START THE RECORDS

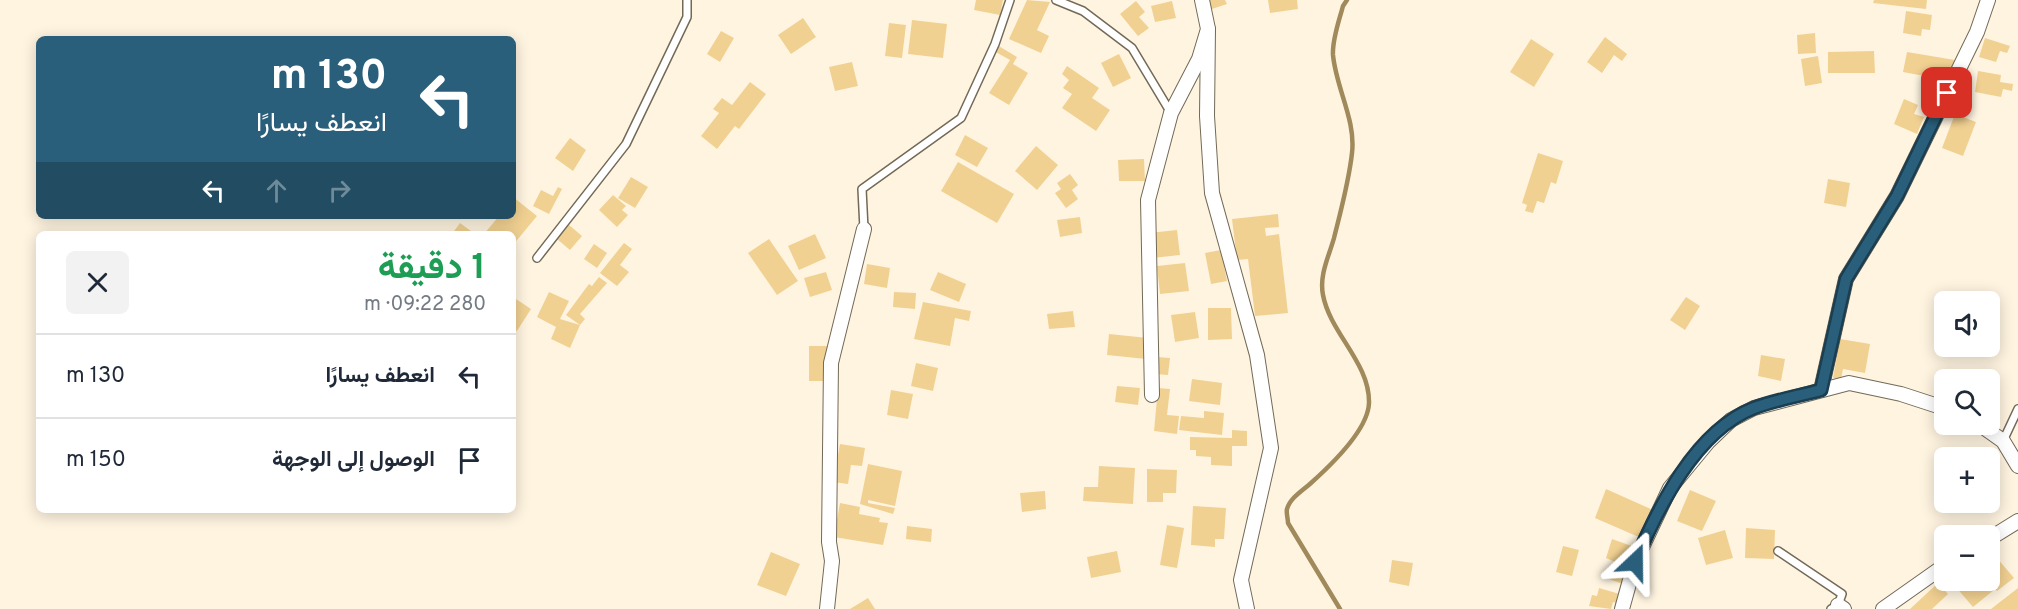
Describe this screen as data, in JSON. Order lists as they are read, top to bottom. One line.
{"page":{"turn":["130 m","انعطف يسارًا"],"heading":["1 دقيقة","280 m · 09:22"],"map_buttons":["+","−"],"list":[{"name":"انعطف يسارًا","value":"130 m"},{"name":"الوصول إلى الوجهة","value":"150 m"}]}}
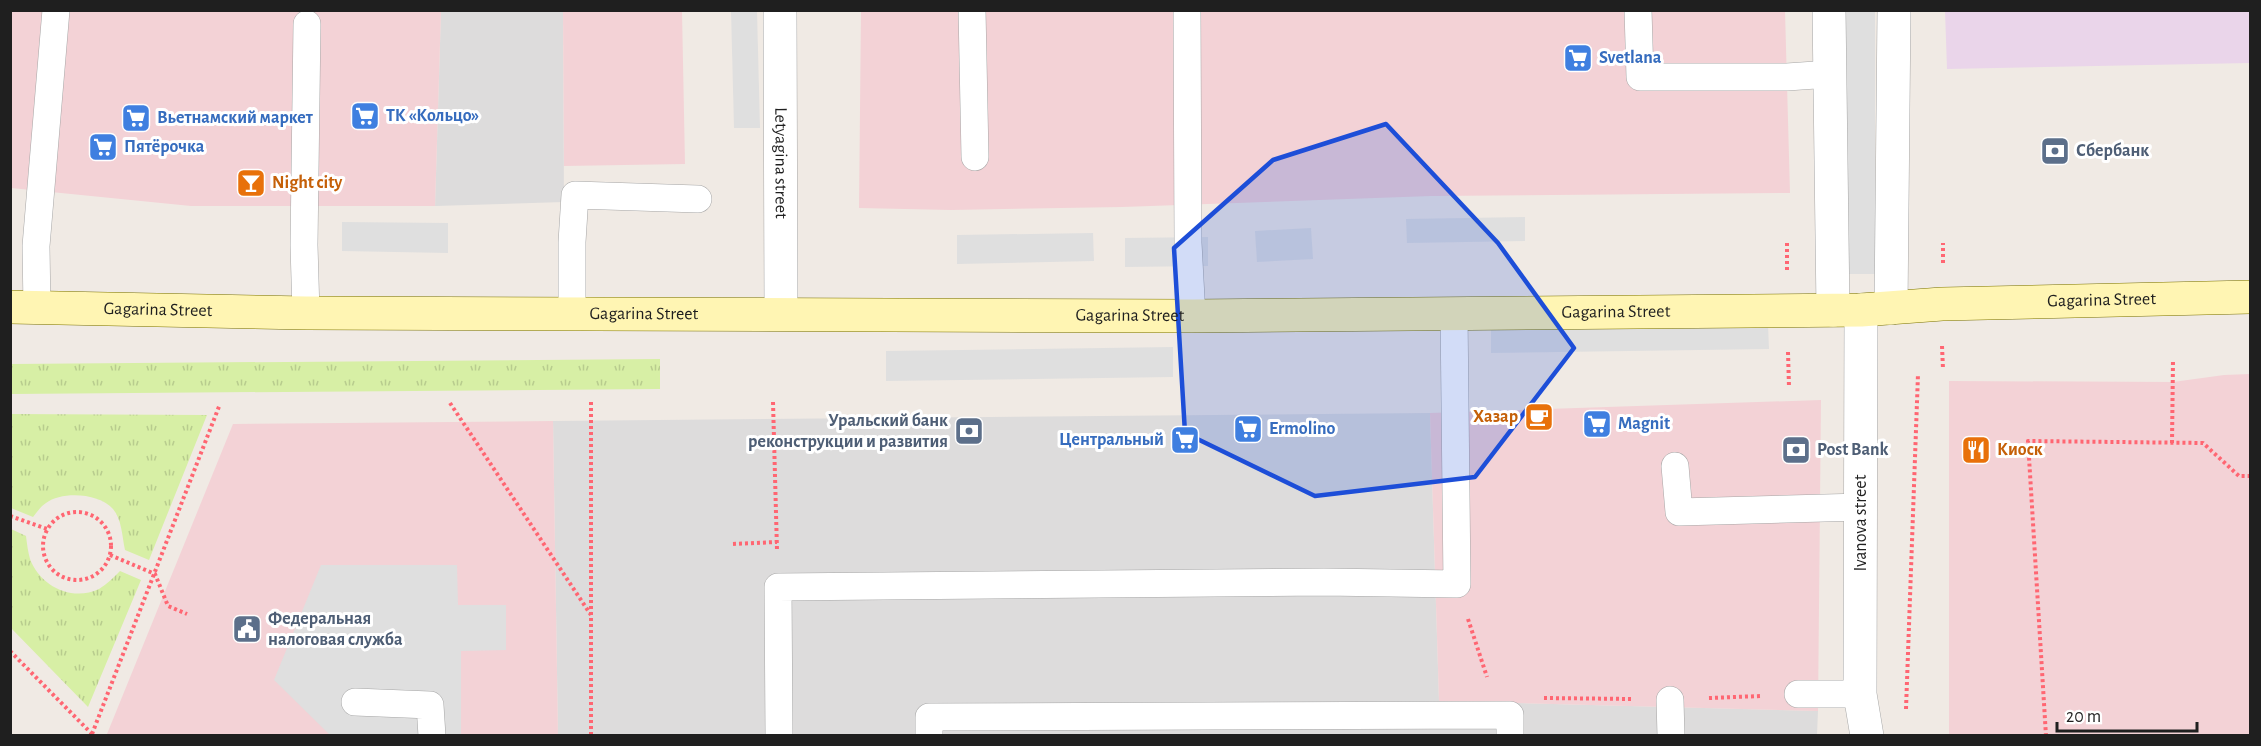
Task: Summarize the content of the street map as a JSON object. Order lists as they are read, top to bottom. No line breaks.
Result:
{"streets":{"main road":["Gagarina Street"],"street":["Letyagina street","Ivanova street"]},"crossings":[["Letyagina street","Gagarina Street"],["Gagarina Street","Ivanova street"]],"places":{"supermarket":["Svetlana","ТК «Кольцо»","Вьетнамский маркет","Пятёрочка","Magnit","Ermolino","Центральный"],"bank":["Сбербанк","Уральский банк реконструкции и развития","Post Bank"],"bar":["Night city"],"cafe":["Хазар"],"restaurant":["Киоск"],"public building":["Федеральная налоговая служба"]},"scale_bar":"20 m"}
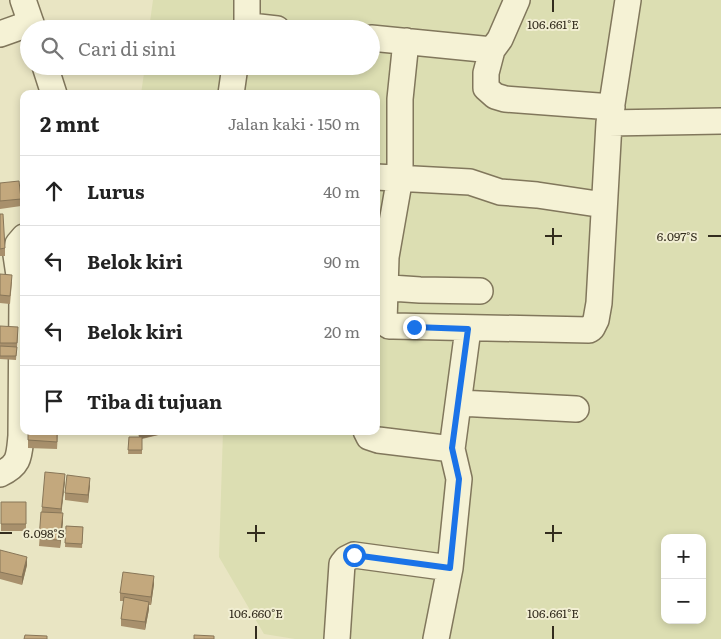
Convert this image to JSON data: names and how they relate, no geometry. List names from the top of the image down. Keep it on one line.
{"page":{"search":"Cari di sini","heading":["2 mnt","Jalan kaki · 150 m"],"list":[["Lurus","40 m"],["Belok kiri","90 m"],["Belok kiri","20 m"],"Tiba di tujuan"],"map_buttons":["+","−"]},"coordinates":["106.661°E","6.097°S","6.098°S","106.660°E"]}
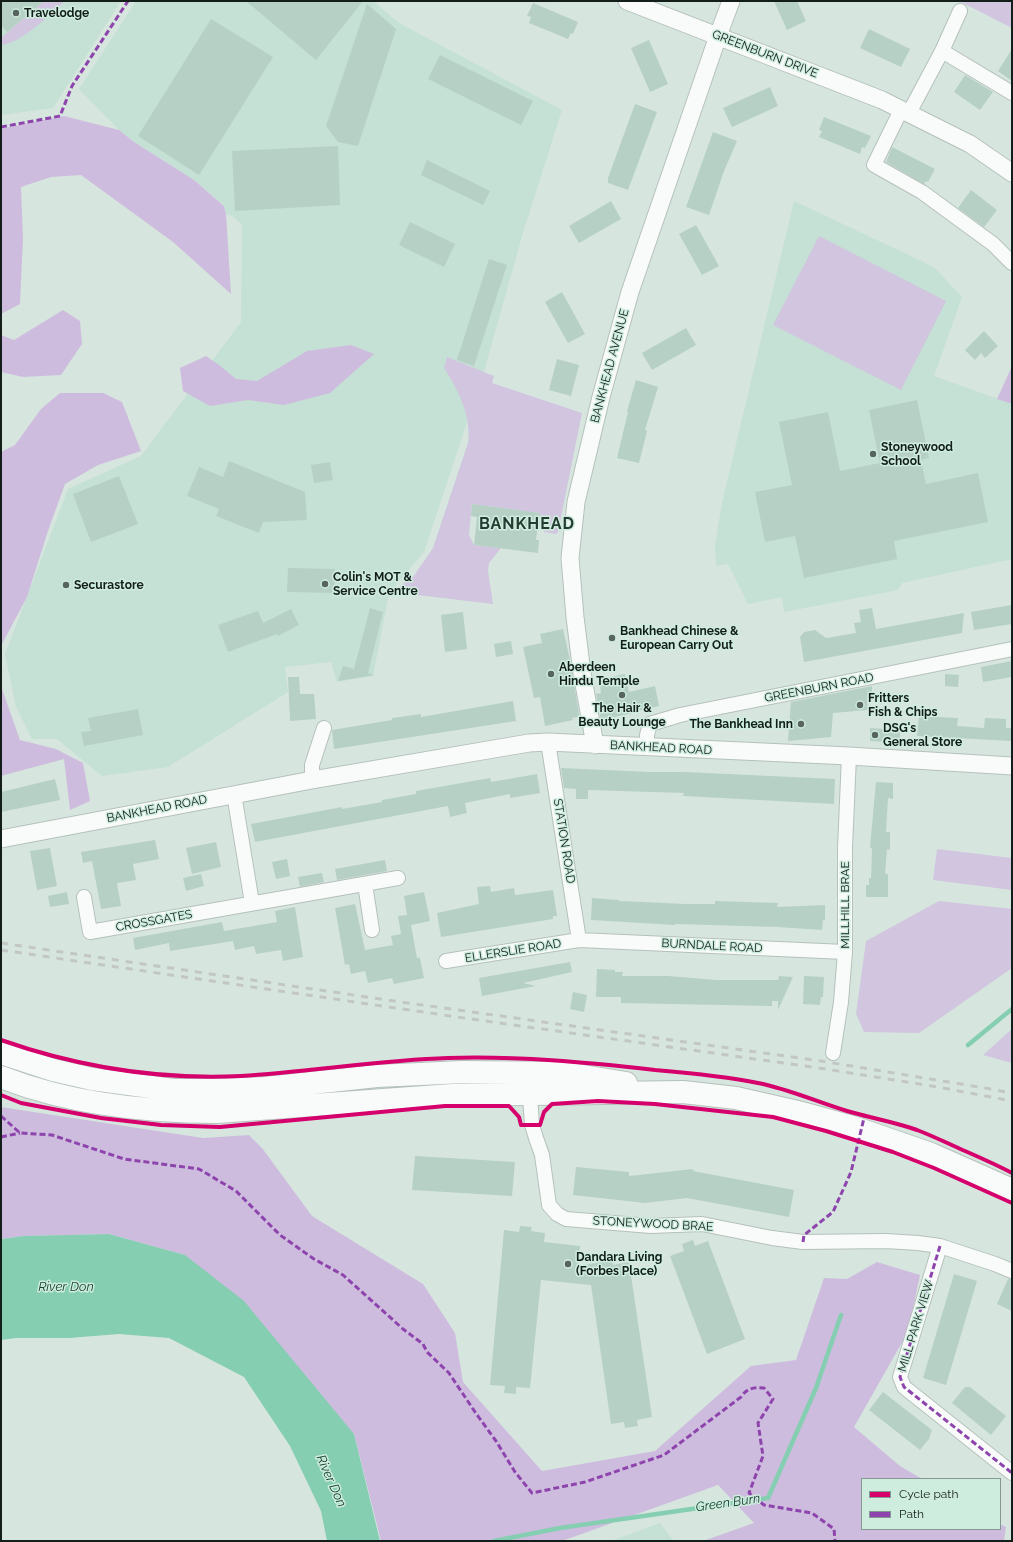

END THE RECORDS

PROBLEM: Reprint the listing above verbatim but drop the images.

REPLY:
Describe this screen as data, in JSON. Order lists as they are read, top to bottom. One line.
{"page":{"turn":["130 m","انعطف يسارًا"],"heading":["1 دقيقة","280 m · 09:22"],"map_buttons":["+","−"],"list":[{"name":"انعطف يسارًا","value":"130 m"},{"name":"الوصول إلى الوجهة","value":"150 m"}]}}
Task: Summarize the content of the street map as a JSON object. Order lists as they are read, top to bottom. No line breaks.
Result:
{"streets":{"main road":["Gagarina Street"],"street":["Letyagina street","Ivanova street"]},"crossings":[["Letyagina street","Gagarina Street"],["Gagarina Street","Ivanova street"]],"places":{"supermarket":["Svetlana","ТК «Кольцо»","Вьетнамский маркет","Пятёрочка","Magnit","Ermolino","Центральный"],"bank":["Сбербанк","Уральский банк реконструкции и развития","Post Bank"],"bar":["Night city"],"cafe":["Хазар"],"restaurant":["Киоск"],"public building":["Федеральная налоговая служба"]},"scale_bar":"20 m"}
Convert this image to JSON data: names and how they relate, no geometry. List names from the top of the image down. Keep it on one line.
{"page":{"search":"Cari di sini","heading":["2 mnt","Jalan kaki · 150 m"],"list":[["Lurus","40 m"],["Belok kiri","90 m"],["Belok kiri","20 m"],"Tiba di tujuan"],"map_buttons":["+","−"]},"coordinates":["106.661°E","6.097°S","6.098°S","106.660°E"]}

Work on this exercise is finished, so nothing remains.